# Prompt:
Find every line below with the word "direction" in it, and copy each one.

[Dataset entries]
"""
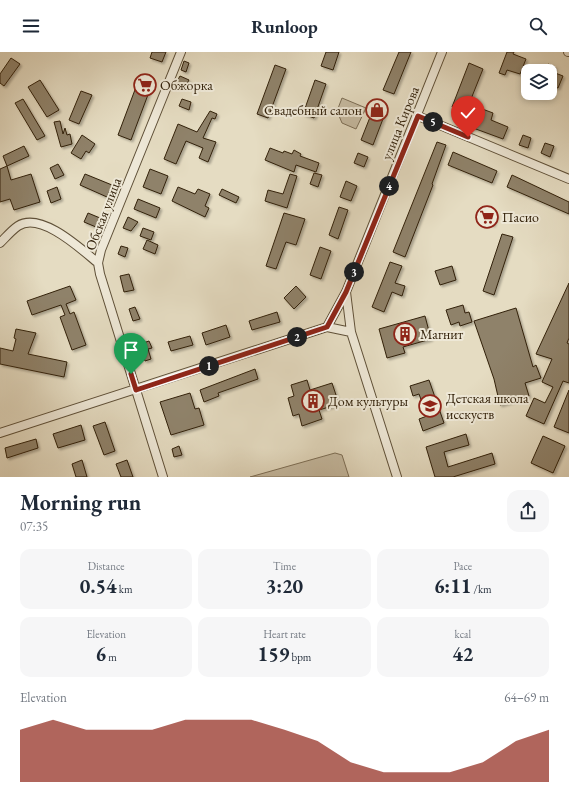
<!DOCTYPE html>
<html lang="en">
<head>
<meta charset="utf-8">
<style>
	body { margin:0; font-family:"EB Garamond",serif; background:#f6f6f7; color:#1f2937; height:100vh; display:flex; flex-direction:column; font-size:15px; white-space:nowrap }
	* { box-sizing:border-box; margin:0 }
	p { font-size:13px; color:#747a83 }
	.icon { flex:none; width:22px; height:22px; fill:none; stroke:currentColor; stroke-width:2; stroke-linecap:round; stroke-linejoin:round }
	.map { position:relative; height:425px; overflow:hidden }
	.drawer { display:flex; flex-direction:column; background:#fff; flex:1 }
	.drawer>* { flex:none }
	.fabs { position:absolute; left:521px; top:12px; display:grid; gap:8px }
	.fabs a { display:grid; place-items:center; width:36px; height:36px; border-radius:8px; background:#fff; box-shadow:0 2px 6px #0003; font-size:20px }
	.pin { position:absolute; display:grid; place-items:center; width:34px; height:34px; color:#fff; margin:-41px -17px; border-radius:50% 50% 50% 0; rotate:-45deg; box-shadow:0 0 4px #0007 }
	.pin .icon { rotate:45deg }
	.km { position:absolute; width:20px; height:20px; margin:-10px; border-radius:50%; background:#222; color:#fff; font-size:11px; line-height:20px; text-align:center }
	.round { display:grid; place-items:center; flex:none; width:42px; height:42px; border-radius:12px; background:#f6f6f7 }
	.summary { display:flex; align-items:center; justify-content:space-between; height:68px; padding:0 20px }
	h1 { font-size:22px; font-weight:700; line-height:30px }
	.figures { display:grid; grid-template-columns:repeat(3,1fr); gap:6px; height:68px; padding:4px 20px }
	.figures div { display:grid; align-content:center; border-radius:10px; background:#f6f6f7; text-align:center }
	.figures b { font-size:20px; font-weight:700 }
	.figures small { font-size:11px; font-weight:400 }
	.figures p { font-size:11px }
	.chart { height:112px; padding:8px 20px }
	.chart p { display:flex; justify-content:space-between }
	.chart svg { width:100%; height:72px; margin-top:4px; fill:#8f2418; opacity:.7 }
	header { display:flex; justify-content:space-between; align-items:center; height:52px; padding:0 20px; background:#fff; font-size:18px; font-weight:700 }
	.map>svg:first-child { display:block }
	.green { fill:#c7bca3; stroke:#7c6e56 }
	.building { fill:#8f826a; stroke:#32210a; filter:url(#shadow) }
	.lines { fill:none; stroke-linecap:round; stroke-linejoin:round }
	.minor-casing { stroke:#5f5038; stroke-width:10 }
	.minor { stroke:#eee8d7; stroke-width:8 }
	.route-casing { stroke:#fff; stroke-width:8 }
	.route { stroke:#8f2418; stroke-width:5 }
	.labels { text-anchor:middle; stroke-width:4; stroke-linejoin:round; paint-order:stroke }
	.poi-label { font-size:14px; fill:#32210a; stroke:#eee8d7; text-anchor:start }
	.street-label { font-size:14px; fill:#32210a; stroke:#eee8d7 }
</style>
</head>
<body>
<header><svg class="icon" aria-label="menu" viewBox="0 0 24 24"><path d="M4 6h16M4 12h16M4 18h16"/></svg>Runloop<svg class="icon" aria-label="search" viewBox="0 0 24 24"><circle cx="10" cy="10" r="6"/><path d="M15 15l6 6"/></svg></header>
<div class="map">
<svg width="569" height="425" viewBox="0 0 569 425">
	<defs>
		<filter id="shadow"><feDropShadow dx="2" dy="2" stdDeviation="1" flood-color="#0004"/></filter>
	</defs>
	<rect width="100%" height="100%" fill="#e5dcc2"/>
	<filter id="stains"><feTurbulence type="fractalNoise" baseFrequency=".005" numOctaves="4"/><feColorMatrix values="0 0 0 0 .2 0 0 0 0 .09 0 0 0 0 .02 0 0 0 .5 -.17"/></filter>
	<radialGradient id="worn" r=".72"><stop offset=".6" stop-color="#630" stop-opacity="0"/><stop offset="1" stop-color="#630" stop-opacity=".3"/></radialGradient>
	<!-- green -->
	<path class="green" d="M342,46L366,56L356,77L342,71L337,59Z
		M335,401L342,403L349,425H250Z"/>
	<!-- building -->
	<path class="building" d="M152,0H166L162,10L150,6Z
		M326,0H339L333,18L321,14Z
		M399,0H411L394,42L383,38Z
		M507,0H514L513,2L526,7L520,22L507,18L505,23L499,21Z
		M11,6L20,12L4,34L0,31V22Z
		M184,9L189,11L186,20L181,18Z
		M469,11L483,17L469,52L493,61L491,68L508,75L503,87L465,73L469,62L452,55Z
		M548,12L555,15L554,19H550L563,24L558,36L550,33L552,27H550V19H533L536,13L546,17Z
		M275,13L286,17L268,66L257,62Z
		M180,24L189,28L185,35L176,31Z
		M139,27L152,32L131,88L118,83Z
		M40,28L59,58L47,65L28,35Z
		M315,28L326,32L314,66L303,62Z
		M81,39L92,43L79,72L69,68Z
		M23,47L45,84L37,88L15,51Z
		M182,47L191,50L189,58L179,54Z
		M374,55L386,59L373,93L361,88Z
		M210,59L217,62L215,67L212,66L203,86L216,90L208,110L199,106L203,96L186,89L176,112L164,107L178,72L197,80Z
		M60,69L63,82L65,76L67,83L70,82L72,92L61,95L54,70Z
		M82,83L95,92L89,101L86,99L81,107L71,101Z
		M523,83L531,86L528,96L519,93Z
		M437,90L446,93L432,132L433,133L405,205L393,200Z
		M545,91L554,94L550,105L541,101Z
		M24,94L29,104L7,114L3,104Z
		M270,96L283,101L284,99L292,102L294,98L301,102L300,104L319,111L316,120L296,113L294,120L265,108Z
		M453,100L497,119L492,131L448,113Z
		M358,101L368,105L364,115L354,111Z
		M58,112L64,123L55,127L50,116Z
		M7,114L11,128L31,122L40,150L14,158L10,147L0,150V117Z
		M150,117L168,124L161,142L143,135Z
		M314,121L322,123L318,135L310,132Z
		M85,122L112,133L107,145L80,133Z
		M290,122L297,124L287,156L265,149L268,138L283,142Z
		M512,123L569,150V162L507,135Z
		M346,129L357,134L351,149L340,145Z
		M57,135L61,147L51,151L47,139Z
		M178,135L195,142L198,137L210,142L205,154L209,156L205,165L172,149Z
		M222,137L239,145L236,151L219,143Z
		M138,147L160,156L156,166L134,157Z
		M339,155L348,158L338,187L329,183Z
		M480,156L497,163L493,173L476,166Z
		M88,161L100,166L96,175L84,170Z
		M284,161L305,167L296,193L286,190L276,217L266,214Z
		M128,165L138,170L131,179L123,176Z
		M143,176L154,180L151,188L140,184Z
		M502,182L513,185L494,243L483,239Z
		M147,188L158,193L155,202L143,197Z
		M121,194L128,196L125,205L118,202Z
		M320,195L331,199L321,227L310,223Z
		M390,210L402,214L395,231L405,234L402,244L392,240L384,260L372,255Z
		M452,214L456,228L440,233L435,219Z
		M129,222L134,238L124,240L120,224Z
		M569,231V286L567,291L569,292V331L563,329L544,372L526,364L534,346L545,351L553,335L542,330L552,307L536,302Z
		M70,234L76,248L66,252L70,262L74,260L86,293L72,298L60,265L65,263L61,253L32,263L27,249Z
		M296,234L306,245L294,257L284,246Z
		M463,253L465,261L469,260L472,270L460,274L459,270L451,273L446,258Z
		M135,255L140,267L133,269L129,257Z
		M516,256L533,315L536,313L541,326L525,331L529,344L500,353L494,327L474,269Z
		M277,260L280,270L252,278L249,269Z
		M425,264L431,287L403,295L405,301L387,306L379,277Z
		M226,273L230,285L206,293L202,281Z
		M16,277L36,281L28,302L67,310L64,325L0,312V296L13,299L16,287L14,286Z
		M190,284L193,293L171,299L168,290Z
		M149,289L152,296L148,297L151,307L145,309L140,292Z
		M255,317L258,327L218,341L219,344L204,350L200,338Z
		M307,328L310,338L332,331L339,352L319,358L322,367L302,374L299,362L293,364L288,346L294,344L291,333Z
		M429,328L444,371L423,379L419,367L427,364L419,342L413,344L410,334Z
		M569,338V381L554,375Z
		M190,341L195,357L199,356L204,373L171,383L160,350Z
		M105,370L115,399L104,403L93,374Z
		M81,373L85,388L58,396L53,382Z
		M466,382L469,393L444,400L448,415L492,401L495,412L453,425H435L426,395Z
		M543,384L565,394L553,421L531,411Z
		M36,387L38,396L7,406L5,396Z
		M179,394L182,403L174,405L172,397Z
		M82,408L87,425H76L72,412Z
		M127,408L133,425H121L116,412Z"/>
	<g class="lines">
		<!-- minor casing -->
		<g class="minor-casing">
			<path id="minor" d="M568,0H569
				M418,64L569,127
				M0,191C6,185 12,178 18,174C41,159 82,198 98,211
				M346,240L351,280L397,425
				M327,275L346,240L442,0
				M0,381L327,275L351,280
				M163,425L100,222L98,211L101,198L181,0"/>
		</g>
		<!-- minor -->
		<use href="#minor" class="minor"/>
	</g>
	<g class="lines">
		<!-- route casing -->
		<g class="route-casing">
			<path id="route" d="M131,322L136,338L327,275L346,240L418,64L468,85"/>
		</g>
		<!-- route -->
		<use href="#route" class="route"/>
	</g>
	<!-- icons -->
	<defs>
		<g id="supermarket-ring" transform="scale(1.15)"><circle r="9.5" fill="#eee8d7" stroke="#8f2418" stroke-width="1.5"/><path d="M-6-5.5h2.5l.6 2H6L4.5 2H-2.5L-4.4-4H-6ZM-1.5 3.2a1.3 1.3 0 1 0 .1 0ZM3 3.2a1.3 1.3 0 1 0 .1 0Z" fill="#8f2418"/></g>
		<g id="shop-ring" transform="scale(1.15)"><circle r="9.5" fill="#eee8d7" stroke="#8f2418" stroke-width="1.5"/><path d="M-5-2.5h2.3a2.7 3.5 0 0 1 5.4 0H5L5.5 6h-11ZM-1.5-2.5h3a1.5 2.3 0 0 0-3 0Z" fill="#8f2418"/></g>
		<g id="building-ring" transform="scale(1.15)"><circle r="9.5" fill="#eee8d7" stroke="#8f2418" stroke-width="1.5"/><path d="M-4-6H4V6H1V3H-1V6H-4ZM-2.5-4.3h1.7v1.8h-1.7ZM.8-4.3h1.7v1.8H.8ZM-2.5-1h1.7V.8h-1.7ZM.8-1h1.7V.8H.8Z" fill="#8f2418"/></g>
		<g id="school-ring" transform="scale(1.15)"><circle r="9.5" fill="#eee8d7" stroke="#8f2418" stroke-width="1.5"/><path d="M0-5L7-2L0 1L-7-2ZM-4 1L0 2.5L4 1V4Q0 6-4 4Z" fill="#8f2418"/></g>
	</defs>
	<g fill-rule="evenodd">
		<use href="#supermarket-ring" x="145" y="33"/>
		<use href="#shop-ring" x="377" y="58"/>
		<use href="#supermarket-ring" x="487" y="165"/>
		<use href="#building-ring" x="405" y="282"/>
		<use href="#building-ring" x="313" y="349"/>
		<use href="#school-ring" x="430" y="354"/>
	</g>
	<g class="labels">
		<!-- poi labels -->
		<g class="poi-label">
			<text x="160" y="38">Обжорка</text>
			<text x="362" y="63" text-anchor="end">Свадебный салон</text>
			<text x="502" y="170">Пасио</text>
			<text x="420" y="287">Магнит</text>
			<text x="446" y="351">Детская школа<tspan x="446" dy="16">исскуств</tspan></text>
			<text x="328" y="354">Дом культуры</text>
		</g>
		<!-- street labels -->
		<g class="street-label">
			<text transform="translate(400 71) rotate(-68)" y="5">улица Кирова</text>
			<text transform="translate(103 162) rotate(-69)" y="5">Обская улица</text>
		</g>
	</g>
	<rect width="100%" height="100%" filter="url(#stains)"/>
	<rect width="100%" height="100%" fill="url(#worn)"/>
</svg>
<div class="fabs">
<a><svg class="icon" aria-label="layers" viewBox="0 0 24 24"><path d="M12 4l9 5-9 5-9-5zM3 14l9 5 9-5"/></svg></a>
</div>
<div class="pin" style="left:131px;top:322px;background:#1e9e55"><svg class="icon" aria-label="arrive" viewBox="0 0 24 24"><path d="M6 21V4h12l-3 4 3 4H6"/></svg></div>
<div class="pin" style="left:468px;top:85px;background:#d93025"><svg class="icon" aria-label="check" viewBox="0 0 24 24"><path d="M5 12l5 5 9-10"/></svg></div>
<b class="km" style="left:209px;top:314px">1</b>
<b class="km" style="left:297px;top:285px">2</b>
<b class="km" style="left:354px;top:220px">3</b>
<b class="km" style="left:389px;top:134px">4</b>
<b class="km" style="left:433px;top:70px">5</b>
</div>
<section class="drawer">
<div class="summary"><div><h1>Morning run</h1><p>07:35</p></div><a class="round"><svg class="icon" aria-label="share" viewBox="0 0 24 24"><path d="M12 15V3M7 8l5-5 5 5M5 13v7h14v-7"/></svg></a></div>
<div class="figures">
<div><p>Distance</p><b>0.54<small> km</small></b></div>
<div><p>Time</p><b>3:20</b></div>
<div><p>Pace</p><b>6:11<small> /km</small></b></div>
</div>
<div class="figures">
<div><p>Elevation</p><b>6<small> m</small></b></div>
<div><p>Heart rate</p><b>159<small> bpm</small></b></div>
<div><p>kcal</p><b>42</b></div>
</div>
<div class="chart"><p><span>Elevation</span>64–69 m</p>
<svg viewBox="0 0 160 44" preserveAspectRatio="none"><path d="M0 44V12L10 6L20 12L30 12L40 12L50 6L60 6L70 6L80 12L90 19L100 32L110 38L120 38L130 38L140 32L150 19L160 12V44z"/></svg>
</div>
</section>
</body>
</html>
"""
# The answer:
	body { margin:0; font-family:"EB Garamond",serif; background:#f6f6f7; color:#1f2937; height:100vh; display:flex; flex-direction:column; font-size:15px; white-space:nowrap }
	.drawer { display:flex; flex-direction:column; background:#fff; flex:1 }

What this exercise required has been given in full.